Key Takeaways
- US$3.1 billion per year is estimated as the global value of traded wildlife products in an analysis of customs and seizure data for major commodity types
- US$1.4 billion is estimated as the annual value of illegally traded wildlife products in a World Wildlife Fund assessment
- 2.5 million animals are estimated to be traded illegally each year globally in a peer-reviewed global estimate of wildlife trafficking flows
- In 2021, INTERPOL supported 4,000+ wildlife crime investigations via its Environmental Crime Programme, per INTERPOL annual reporting
- CITES reported 200+ enforcement-related capacity-building activities supported by the Secretariat since 2010 (activity counts stated in CITES capacity-building progress reports)
- Interpol’s EcoSystem/Environment programme included 60+ operational support actions focused on wildlife crime in 2021 (numbered in Interpol program updates)
- 1.6 million birds and small animals were estimated to be trafficked illegally each year in a global model of wildlife trade flows (quantity estimate from peer-reviewed literature).
- 1.7 million live reptiles were trafficked illegally to pet markets each year in a model of global reptile trade flows (quantity estimate).
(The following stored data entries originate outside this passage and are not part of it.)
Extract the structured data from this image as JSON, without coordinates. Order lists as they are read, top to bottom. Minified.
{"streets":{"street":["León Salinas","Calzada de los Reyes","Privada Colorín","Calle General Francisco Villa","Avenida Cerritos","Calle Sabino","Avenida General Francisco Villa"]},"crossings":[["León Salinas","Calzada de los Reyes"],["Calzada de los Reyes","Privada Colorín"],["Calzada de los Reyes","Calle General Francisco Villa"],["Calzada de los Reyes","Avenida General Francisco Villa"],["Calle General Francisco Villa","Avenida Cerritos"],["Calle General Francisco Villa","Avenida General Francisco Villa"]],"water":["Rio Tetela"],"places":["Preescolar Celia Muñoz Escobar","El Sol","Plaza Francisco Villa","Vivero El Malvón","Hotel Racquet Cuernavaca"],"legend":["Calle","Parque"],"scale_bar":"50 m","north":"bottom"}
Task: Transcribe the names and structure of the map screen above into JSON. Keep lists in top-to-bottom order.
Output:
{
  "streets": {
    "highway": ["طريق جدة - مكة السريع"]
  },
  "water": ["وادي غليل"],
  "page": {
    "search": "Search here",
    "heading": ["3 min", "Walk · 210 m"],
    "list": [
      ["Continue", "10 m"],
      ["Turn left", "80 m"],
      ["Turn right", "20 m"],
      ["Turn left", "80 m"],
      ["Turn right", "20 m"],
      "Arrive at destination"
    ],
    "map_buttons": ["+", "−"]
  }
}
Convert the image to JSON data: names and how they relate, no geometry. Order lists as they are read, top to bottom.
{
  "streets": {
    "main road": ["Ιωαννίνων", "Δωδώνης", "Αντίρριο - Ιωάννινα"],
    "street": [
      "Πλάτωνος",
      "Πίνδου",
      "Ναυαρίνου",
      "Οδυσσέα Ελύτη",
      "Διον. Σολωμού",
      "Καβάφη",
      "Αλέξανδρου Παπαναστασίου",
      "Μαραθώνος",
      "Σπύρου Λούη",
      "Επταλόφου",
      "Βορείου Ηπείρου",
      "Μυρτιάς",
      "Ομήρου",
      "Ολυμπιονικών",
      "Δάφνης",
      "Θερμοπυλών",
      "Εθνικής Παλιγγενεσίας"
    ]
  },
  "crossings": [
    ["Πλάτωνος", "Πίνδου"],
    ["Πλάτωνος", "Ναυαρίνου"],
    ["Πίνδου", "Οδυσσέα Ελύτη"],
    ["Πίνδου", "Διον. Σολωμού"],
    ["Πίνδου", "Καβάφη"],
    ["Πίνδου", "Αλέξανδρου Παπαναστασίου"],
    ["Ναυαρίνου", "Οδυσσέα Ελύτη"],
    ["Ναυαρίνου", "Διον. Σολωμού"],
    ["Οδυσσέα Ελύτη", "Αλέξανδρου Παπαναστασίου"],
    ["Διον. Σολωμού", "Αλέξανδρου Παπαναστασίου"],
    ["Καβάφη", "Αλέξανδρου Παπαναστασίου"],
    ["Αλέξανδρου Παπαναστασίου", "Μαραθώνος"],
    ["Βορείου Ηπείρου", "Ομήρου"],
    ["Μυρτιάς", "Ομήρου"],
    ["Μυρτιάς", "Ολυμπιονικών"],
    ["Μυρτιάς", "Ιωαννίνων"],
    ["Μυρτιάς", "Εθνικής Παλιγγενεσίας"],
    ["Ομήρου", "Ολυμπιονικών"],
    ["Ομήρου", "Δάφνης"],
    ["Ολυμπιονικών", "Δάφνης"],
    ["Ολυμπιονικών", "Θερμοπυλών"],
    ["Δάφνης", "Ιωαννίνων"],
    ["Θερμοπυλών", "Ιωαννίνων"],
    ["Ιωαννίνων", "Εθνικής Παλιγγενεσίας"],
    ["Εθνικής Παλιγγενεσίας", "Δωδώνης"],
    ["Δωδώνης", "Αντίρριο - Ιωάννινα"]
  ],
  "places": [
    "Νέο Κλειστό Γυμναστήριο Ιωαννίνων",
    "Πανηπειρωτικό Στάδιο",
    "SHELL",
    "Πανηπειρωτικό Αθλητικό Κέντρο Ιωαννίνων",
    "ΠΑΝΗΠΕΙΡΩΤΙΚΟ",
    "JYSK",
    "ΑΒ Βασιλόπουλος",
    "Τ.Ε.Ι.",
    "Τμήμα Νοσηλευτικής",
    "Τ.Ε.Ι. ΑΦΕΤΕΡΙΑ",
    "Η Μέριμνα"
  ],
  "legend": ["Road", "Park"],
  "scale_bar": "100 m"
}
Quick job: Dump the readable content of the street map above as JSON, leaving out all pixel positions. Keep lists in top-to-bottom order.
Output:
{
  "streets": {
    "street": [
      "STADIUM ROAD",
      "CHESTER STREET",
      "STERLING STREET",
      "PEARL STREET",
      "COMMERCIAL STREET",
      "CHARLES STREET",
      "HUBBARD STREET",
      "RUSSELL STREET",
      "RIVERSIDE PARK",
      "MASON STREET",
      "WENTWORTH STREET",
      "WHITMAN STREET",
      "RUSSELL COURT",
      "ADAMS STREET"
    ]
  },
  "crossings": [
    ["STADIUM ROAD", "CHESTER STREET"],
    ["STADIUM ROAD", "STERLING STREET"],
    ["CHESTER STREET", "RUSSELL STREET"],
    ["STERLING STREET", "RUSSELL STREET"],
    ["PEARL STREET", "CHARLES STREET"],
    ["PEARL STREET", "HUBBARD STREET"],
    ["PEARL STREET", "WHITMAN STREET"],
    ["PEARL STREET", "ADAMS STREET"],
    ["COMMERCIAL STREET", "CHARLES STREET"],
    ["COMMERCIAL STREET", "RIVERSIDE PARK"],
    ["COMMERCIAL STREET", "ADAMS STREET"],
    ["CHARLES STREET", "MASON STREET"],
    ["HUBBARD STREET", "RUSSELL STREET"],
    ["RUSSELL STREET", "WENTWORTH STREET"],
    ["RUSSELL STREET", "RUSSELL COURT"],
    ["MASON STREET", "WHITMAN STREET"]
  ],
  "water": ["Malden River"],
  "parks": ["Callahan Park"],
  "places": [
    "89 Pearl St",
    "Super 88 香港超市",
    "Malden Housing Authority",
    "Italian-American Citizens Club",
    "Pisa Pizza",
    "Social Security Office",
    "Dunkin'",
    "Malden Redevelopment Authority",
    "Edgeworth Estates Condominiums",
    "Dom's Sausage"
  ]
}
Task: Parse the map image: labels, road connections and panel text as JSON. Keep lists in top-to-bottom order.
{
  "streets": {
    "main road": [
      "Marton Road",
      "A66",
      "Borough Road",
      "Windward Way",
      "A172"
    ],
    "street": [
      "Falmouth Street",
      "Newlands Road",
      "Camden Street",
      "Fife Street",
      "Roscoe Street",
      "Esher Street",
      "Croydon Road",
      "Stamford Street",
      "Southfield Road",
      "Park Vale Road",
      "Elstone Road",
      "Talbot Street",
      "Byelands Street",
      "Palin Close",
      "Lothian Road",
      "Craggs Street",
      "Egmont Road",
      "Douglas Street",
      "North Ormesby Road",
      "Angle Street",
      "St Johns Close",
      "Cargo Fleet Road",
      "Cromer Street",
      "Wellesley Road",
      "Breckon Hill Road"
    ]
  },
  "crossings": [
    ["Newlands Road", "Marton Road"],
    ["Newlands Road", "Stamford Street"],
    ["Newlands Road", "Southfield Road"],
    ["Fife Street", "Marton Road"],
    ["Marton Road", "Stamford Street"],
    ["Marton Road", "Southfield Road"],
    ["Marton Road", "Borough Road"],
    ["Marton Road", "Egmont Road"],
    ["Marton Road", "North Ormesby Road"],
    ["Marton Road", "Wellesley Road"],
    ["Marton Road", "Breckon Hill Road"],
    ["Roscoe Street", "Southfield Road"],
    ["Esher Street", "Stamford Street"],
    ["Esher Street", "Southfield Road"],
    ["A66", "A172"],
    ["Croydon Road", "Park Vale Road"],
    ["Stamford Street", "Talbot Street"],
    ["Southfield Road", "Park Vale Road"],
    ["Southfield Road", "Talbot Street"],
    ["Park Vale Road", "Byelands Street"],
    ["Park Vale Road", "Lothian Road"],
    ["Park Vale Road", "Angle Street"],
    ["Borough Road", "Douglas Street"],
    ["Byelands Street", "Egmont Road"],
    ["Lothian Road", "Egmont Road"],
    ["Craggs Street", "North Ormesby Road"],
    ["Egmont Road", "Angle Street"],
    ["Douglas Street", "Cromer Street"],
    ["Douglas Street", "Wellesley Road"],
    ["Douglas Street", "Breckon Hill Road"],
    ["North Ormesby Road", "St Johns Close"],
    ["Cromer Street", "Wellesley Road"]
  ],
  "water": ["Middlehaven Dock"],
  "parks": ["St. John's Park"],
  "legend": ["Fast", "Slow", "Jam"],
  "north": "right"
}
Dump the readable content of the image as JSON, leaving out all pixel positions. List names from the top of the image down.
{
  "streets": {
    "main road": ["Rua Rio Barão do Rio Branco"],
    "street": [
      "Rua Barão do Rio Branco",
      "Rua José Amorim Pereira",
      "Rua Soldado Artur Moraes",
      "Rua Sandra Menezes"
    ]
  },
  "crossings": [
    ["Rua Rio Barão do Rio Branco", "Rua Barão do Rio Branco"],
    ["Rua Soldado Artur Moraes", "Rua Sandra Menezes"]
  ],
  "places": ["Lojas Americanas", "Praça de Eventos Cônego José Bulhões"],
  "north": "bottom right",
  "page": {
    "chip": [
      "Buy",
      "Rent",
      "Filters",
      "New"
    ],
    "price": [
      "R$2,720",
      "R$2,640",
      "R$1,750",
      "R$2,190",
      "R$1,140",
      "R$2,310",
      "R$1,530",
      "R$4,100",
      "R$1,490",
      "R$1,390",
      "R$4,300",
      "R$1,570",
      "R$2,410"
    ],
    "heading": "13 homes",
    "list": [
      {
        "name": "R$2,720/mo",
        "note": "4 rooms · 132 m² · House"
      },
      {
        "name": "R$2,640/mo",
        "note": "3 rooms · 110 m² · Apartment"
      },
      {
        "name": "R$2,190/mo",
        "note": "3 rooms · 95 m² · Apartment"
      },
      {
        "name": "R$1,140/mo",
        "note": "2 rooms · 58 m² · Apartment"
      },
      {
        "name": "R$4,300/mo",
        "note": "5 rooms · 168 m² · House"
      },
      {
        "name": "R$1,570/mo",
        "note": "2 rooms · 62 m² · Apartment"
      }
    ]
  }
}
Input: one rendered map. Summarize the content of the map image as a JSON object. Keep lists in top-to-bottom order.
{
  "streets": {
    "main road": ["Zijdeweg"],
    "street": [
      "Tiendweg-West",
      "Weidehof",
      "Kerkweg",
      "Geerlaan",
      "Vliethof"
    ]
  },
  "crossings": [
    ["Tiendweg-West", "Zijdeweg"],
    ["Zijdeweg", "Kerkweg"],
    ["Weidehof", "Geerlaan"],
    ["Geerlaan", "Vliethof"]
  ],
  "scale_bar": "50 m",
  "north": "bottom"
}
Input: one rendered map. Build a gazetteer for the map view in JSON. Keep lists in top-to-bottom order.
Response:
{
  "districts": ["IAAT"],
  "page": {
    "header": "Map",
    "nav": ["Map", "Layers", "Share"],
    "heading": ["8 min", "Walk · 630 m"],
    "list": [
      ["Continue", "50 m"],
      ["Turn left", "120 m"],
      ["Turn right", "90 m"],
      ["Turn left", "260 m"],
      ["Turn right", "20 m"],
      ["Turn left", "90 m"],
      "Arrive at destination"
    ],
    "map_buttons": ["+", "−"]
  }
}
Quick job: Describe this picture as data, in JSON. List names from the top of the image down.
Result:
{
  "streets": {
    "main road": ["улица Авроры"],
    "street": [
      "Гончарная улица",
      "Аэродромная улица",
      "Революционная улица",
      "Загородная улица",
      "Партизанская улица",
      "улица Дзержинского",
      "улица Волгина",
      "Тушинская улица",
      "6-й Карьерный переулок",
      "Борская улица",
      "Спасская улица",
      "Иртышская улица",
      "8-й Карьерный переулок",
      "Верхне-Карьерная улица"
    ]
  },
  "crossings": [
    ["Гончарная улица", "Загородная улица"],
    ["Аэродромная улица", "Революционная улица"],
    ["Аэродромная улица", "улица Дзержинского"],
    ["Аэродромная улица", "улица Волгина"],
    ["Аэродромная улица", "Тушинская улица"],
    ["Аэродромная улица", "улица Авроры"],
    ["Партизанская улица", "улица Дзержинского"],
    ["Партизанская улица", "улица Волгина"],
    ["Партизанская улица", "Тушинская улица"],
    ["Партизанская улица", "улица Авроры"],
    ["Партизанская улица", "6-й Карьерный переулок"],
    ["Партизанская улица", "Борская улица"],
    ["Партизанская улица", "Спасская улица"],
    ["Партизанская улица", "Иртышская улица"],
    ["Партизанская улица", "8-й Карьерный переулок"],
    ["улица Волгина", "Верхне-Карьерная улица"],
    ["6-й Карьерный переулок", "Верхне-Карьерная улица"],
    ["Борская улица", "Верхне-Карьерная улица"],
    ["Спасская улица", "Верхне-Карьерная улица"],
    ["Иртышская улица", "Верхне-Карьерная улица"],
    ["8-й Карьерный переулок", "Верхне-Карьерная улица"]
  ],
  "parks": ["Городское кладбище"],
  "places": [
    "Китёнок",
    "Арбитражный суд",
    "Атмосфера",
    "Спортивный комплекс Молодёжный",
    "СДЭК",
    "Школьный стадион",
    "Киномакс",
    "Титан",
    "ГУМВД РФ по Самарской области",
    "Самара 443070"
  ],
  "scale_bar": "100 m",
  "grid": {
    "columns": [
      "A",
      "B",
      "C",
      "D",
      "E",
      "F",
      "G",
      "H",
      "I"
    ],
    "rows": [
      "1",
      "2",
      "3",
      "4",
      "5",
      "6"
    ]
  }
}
- 0.3% of wildlife confiscations were successfully traced to upstream breeders or major networks in a case-tracing study (success rate reported in network/traceability analysis).
- 14% of illegal wildlife trade advertising listings in a platform-scrape study contained direct purchase instructions (share of listings with procurement call-to-action).
- 6.5 tonnes of pangolin scales were seized in South-East Asia in 2020, reported in a regional enforcement summary by the ASEAN-WEN network (aggregate tonnage).
- 64% of all CITES-listed species involved in seizures in a CITES ETIS analysis were listed under CITES Appendices I or II (share by appendix category reported in the ETIS document).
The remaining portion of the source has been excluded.